鍛冶-Job-
有難うございます!がんばりもす!
時は同じくしてプカードの同僚、オークの鍛冶職人ジャックもその例の一つと言えた。
元々オークは平穏な種族で好戦的ではなかった。
何かを作り生み出す事を生きがいとし、人間とは深い歴史的繋がりがあった。
持ちつ持たれつの関係であった物のそれを良しとしない種族は数えきれなかった。人間は他種族を尊重するが、傲慢なエルフはオークを奴隷にする事を執拗に意識し続けていた。
名目上王国を支配しているのは人族ではあるものの、実質はエルフと魔族が実権を握っていた。オークは日に日に数を減らし、今ではジャックとその血族しか存在を確認されていない。
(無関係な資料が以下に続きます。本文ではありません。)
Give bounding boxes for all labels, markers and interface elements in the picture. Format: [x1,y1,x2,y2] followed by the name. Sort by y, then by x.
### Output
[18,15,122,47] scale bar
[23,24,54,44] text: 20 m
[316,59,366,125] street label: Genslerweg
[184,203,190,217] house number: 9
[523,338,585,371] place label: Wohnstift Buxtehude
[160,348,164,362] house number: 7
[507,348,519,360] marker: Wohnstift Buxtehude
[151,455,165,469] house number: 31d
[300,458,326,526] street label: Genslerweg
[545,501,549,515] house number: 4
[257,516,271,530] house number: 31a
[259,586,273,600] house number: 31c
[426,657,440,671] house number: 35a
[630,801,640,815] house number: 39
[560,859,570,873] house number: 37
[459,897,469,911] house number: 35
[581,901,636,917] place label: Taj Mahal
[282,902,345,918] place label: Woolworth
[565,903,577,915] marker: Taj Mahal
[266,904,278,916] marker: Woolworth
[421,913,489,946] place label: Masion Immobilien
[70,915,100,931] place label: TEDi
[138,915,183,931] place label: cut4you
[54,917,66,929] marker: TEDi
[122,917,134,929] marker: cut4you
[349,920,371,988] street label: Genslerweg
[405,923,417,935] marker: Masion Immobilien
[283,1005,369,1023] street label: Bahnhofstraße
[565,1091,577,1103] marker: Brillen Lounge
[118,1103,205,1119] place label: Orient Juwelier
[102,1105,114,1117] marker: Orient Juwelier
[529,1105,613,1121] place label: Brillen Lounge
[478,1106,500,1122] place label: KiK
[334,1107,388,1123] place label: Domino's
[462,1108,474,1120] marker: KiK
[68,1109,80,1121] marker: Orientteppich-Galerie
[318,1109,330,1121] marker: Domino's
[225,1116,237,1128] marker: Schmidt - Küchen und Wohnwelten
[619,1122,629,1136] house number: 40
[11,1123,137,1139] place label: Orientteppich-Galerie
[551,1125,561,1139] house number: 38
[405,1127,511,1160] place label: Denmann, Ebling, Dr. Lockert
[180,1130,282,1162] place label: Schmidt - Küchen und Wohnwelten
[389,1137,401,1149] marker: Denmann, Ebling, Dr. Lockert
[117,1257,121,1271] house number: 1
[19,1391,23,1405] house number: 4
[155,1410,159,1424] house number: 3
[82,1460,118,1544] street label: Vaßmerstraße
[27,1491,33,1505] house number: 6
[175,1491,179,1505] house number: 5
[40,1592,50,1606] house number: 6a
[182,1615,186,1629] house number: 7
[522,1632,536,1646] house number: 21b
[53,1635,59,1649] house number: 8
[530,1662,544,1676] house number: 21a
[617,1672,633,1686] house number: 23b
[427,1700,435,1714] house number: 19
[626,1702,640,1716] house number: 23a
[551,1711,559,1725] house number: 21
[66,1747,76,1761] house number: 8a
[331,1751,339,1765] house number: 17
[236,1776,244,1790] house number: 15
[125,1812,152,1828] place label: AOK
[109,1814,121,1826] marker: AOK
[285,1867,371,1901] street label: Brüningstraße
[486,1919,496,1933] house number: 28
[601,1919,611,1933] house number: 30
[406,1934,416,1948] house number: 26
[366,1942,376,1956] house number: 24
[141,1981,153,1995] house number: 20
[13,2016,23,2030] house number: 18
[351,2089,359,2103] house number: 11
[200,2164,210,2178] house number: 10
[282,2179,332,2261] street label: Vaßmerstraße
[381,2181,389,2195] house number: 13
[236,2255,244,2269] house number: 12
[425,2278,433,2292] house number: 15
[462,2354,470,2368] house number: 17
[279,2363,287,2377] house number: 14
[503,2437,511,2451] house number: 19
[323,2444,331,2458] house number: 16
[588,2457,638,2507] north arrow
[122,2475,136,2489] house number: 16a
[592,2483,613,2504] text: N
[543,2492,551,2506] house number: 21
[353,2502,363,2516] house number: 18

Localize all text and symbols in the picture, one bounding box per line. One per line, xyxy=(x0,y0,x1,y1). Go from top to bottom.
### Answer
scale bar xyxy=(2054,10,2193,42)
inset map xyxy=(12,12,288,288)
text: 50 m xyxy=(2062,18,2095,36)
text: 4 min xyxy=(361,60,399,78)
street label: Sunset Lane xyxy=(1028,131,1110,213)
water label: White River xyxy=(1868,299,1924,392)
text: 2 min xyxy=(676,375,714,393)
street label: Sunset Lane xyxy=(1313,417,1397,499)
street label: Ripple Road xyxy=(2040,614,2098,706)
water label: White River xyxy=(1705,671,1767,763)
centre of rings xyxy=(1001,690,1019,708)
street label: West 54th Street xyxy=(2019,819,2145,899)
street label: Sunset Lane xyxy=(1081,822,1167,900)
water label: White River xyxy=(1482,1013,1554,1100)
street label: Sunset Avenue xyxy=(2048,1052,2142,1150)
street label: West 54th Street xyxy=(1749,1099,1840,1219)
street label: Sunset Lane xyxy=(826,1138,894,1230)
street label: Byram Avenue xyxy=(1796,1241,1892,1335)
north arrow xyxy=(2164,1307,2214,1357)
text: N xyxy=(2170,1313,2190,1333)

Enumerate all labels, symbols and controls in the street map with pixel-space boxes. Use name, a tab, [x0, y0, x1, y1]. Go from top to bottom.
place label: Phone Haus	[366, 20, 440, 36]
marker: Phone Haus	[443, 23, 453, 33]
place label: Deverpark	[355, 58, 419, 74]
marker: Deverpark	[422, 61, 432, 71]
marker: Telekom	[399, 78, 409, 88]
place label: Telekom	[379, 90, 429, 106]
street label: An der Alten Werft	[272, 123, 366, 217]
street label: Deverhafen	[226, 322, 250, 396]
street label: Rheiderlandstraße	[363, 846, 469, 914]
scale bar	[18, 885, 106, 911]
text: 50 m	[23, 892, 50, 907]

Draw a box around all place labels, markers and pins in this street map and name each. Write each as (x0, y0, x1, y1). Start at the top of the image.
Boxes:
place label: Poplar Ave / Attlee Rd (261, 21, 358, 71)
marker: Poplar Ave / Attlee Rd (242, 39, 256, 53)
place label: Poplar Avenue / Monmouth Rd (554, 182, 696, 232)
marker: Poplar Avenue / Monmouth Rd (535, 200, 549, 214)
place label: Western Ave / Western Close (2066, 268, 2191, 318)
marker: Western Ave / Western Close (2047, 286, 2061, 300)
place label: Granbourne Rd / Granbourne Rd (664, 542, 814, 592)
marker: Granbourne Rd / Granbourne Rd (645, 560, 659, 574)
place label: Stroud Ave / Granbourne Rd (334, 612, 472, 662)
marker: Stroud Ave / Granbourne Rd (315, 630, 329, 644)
ジャックはプカードの事を好いてはいたが、テンプル騎士団のフロムに入れ込んでいると勘違いしていたため、手ぐすねを引いていた。
鍛冶職人特有の指に出来たタコが研鑽された技術を物語っていたが、ジャックにとってのこのタコは歪に見えてコンプレックスであった。繊細な心を持ったジャックにとってプカードが魔獣に取り込まれてしまったという事実は受け入れ難く、何かに没頭しなければ自我の崩壊を招きかねない。
ジャックはこれまでに無いほどに力と魔力を込めて槌を振るった。
玉鋼と鋼鉄、オリハルコンとミスリル。
そこに砂金を塗しながらマナをこめる。
非常時にと代々家宝として受け継がれてきた”ダイアナイト”という金剛石に似た水晶を柄に具える。
「何故じゃぁ・・・なんでじゃぁ・・・」
流れ落ちた涙が熱で水蒸気へと変わる。
剣とも刀ともいえぬ、七色に輝く得物は工房の熱気を瞬く間に消し去り、冷却した。
「”ゴブリベンジャー”」
ジャックが造り上げた武器が仕上がったのはゴブリベンジャーと名付けられたのと同時だ。
澄み渡る冷気が工房を中心に広まる。
酒場の裏口から何事かとマドンナが顔を覗かせた。
「出来たぞ。ついに、出来た。くらくらす・・・る」
オークはそのまま倒れ込んだ。そこを支えるようにマドンナが駆け付ける。
「いい男だね全く」
指に出来たタコを愛おしそうになぞると、マドンナは息子を抱える様にジャックを持ち上げ、寝床へ優しく横たわらせた。
マドンナは自宅へ戻ると、とっておきの樽から五十年物のエールを取り出した。
キュポンッ――。
”灼熱のリング”を使い徳利の中身を温める。
トクトクと徳利に注ぐと頬を付きランプの灯が消えるまで独りで飲み明かした。